All my best hugs your way. No day is a good one to lose a loved one but birthdays totally suck for that. My BIL died on my wife’s birthday and my MIL on mine. Its odd seeing those dates on a headstone that isn’t ours but related.
All I remember was this little flashy thing and ----------
So, yesterday I had to give a candidate speech to be the elected student speaker at my law school’s upcoming graduation. Giving a speech to get people to let you give another speech seems a bit redundant - but who cares, because I’m one of the three finalists!
FCM, didn’t we meet at an Orlandope before you moved Up North? I’m an official Mumper now - got a name and everything.
Thank you sir, may I please have another.
Drive by hello. Still dealing with the fallout from yesterday when I invoked the magic words “our calibration lab is violating the requirements of ISO17025.” But I’m right, and they’re wrong (and lazy to boot), so I get major brownie points from the 3 Bosses of this place.
Apes I’m very sorry for your loss. Mt grandparents started passing on when I was 18, and it never got any easier.

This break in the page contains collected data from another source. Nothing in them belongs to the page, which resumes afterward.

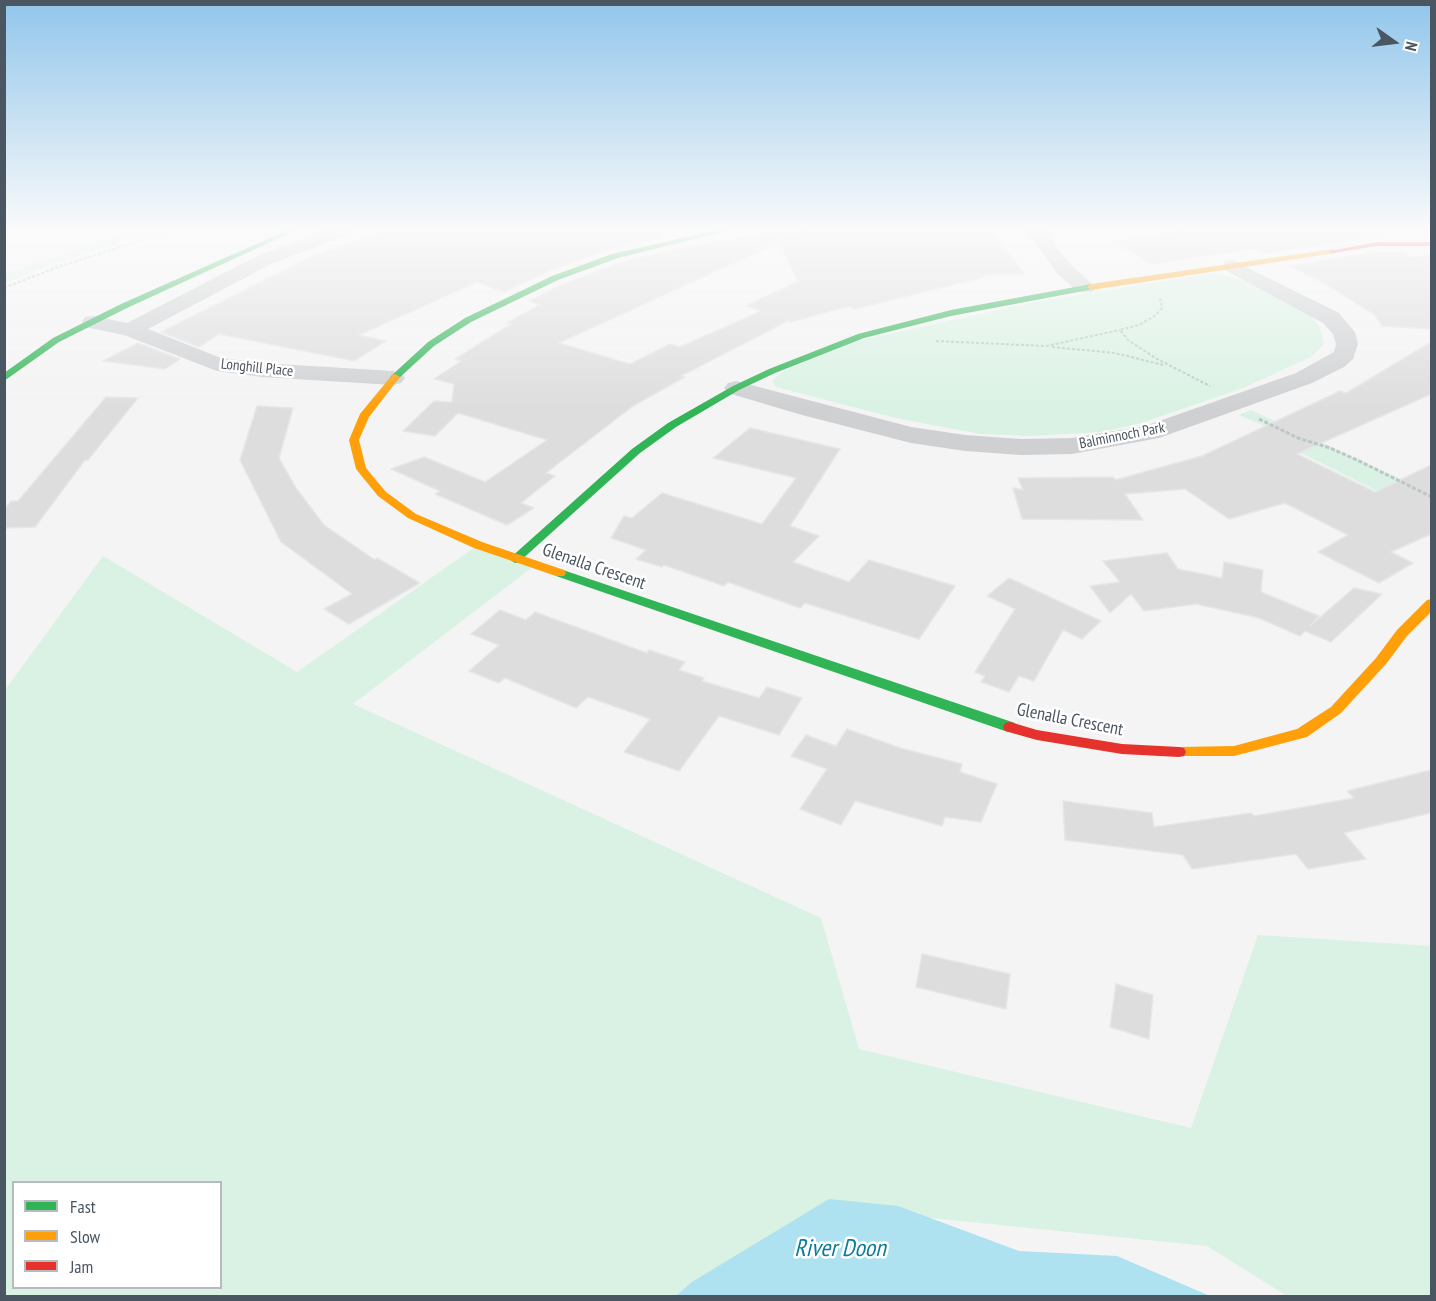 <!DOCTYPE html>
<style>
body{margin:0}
#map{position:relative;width:1436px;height:1301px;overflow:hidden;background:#f4f4f4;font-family:"PT Sans Narrow",sans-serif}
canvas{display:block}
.frame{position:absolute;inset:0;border:6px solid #4a5661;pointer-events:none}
.legend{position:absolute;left:12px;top:1181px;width:210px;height:108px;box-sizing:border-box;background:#fff;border:2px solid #b7bbc0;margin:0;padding:8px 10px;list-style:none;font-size:18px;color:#4a5661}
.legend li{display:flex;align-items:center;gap:12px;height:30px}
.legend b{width:30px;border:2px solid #b7bbc0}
.north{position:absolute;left:1364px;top:12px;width:60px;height:60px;-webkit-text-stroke:4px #fff;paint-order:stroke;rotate:104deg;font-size:16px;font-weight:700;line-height:24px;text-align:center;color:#4a5661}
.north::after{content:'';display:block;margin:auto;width:21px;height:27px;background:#4a5661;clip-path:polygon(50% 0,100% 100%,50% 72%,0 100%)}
</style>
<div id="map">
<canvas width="1436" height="1301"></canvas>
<div class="frame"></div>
<ul class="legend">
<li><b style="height:8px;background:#30b455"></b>Fast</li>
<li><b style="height:8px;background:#ff9f0a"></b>Slow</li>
<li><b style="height:8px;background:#e5322d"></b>Jam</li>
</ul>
<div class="north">N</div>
</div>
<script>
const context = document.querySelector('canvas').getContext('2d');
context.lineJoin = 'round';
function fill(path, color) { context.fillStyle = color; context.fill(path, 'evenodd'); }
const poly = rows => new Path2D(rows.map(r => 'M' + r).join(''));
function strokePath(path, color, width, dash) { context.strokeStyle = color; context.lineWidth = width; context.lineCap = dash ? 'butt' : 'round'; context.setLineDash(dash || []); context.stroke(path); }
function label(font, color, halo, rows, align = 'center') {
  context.font = font + ' "PT Sans Narrow",sans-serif'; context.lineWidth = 5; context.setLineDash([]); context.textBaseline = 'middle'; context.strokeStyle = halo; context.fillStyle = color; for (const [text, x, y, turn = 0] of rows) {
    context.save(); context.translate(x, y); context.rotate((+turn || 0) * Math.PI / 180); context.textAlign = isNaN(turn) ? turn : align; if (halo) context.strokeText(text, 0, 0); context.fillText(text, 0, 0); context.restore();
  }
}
const green = poly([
 [138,228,166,228,50,265,5,283,5,274],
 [1213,273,1240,279,1308,311,1320,328,1324,344,1311,357,1243,388,1138,424,1101,432,1030,436,980,434,896,418,791,391,776,387,772,382,779,374,834,346,1030,303],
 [1251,410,1431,493,1431,518,1275,440,1283,434,1239,415],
 [478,545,534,566,353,704,821,918,859,1049,1191,1128,1258,935,1431,946,1431,1296,1287,1296,1207,1246,833,1208,710,1296,5,1296,5,690,103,556,297,672],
 [14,1182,220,1182,220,1288,14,1288]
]);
const water = poly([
 [829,1199,898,1206,1019,1251,1117,1256,1210,1296,676,1296,692,1282]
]);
const building = poly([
 [391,228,643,228,662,237,607,250,547,272,504,292,477,282,359,335,386,341,354,361,219,334,199,347,161,332,309,258,391,228],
 [847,228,929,228,931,230,986,228,993,233,1025,274,982,275,984,277,855,309,849,306,791,322,785,320,786,322,681,376,685,377,633,406,546,473,555,476,521,503,534,508,507,525,435,494,440,491,391,469,424,457,485,482,547,440,458,413,435,436,403,431,434,401,452,402,454,384,434,379,461,361,455,359,511,324,506,323,540,305,529,301,563,284,622,262,683,248,784,231,785,234,847,228],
 [779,242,798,281,746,306,761,311,680,347,670,344,630,364,559,343,779,242],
 [1208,228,1374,228,1384,236,1264,253,1256,248,1153,264,1113,242,1208,228],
 [1377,252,1404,252,1411,258,1431,254,1431,329,1382,326,1375,315,1317,279,1289,266,1377,252],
 [1431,342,1431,394,1297,454,1375,492,1431,465,1431,534,1391,552,1413,563,1379,583,1318,552,1348,535,1285,503,1229,519,1185,489,1125,494,1143,520,1022,519,1013,488,1023,490,1018,478,1113,477,1115,480,1202,456,1340,391,1346,393,1431,342],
 [138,343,180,359,165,369,103,361,138,343],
 [106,397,138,398,88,460,85,460,35,527,4,528,4,510,11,501,18,501,106,397],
 [257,406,293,408,279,458,296,488,324,525,375,560,377,558,420,583,349,624,324,609,352,594,281,542,240,460,257,406],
 [750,428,840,449,790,526,819,536,793,562,849,582,869,560,955,586,919,639,805,603,800,608,728,582,724,586,664,565,662,567,636,559,646,550,611,538,624,516,632,518,662,493,762,524,796,478,713,458,750,428],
 [1167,553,1178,569,1222,578,1224,562,1263,570,1261,592,1319,616,1310,626,1354,588,1382,594,1331,642,1305,631,1300,636,1259,618,1196,604,1144,611,1131,594,1110,613,1090,586,1120,582,1103,561,1167,553],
 [1009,578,1101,621,1082,639,1063,630,1034,681,1019,676,1009,692,981,682,985,676,975,672,1015,609,987,596,1009,578],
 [500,610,526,620,535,612,647,653,649,650,685,662,679,670,704,678,702,681,759,698,767,687,802,698,779,735,719,716,679,771,624,752,650,719,588,697,576,708,505,678,499,683,469,671,499,645,471,634,500,610],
 [847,729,900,748,962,764,960,772,997,784,981,822,945,817,942,826,855,801,841,825,800,809,827,769,791,756,806,735,836,746,847,729],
 [1431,770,1431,813,1344,833,1366,859,1308,869,1296,854,1192,869,1183,855,1065,840,1063,801,1152,813,1154,827,1251,813,1254,816,1354,798,1347,791,1431,770],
 [922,954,1010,974,1006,1009,916,987,922,954],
 [1116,984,1153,995,1149,1039,1110,1027,1116,984]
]);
const pathFar1 = poly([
 [4,288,55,268,180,228],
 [1160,298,1162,308,1156,315,1139,325,1120,330,1128,340,1157,359,1210,386],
 [936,341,1046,346,1120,330],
 [1052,347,1115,353,1163,365]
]);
const path = poly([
 [1259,419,1298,438,1330,448,1357,460,1432,497]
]);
const street = poly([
 [332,228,357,228,354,232,271,264,148,329,221,358,262,363,393,371,401,373,405,378,401,383,393,385,262,377,217,371,124,335,85,327,82,322,85,317,93,316,127,323,257,256,332,228],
 [1024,228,1042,228,1071,265,1092,284,1095,288,1092,292,1078,292,1057,273,1024,228],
 [1232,260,1339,313,1355,332,1358,344,1353,359,1344,367,1312,383,1159,438,1072,454,1021,455,965,451,911,443,802,415,728,393,724,388,728,383,736,381,911,427,965,435,1021,439,1072,438,1145,426,1296,373,1334,352,1336,344,1333,334,1323,323,1225,270,1222,266,1225,262,1232,260]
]);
const fast = poly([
 [292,228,301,228,127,308,59,342,4,381,4,373,53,338,121,304,292,228],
 [726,228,738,228,618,258,558,280,471,322,434,346,398,379,390,377,428,342,465,318,552,276,612,254,726,228],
 [1091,284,1095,287,1094,289,951,316,864,338,775,373,739,390,676,427,640,453,519,562,515,563,509,559,632,449,668,423,733,386,769,369,858,334,951,310,1091,284],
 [560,569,1015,723,1017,727,1015,731,1010,732,1005,731,556,576,554,573,560,569]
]);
const slow = poly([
 [1333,249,1337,251,1336,253,1091,290,1087,287,1091,284,1333,249],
 [395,374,400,377,369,417,359,440,366,468,386,492,416,514,482,542,564,570,566,573,564,576,556,576,474,548,408,518,378,496,356,469,349,440,360,414,392,375,395,374],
 [1432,599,1432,611,1407,636,1386,664,1341,713,1307,737,1234,756,1174,756,1172,752,1174,748,1179,747,1234,746,1297,729,1331,707,1376,658,1397,630,1427,600,1432,599]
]);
const jam = poly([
 [1377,242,1432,242,1432,246,1377,246,1333,253,1329,251,1377,242],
 [1010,722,1037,730,1122,744,1179,747,1184,748,1186,752,1184,756,1179,757,1122,754,1037,740,1005,731,1003,727,1005,723,1010,722]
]);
const farStreetnames = [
 ["Longhill Place",257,368,6],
 ["Balminnoch Park",1122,436,-11]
];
const streetNames = [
 ["Glenalla Crescent",594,567,19],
 ["Glenalla Crescent",1070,720,11]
];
const nearWaternames = [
 ["River Doon",840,1249]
];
fill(green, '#d9f2e3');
fill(water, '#aee2f0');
fill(building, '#ddddde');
strokePath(building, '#e5e6e7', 1.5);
strokePath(pathFar1, '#bcc7c4', 2, [3, 2]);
strokePath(path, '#bcc7c4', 3, [4, 2]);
fill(street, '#ced0d2');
fill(fast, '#30b455');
fill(slow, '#ff9f0a');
fill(jam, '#e5322d');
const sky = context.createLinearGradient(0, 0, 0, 410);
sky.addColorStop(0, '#91c6eb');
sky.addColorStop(0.56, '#fafafa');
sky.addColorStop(1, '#fafafa00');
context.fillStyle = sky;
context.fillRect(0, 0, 1436, 410);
label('15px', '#4a5661', '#fff', farStreetnames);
label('18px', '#4a5661', '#fff', streetNames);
label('italic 24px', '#0c7c9b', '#fff', nearWaternames);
</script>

Swampy good thing you have all that terlet paper - you got something to blow your nose into.
PHOUKA!!! :tacklehug:
Can we get an update on the family issues, if it’s not too painful? Are you still in Texas?
gitity my guess is you’ll be dealin’with the military. Or crop dustin’. What the heck else would make a story around here.
Still all sinusy. I have read but retained next to nuttin’ so, yays, boos, hugs, wedgies, noogies, trouts, chitlins, how you doin’s as needed all around.
Guess what, everyone?
The housemate has finally done his washing! The stuff I took out of the machine still dirty about three weeks ago! He’s even taken it out of the machine and hung it up to dry!
faints
Anyhow, I need to go make early dindin, I have work securitatin’ at a musical this evening, and I have to get the bus in (it being too soggy to walk), which is a little unreliable in rush hour. It should be more interesting than pachyderm patrol for sure!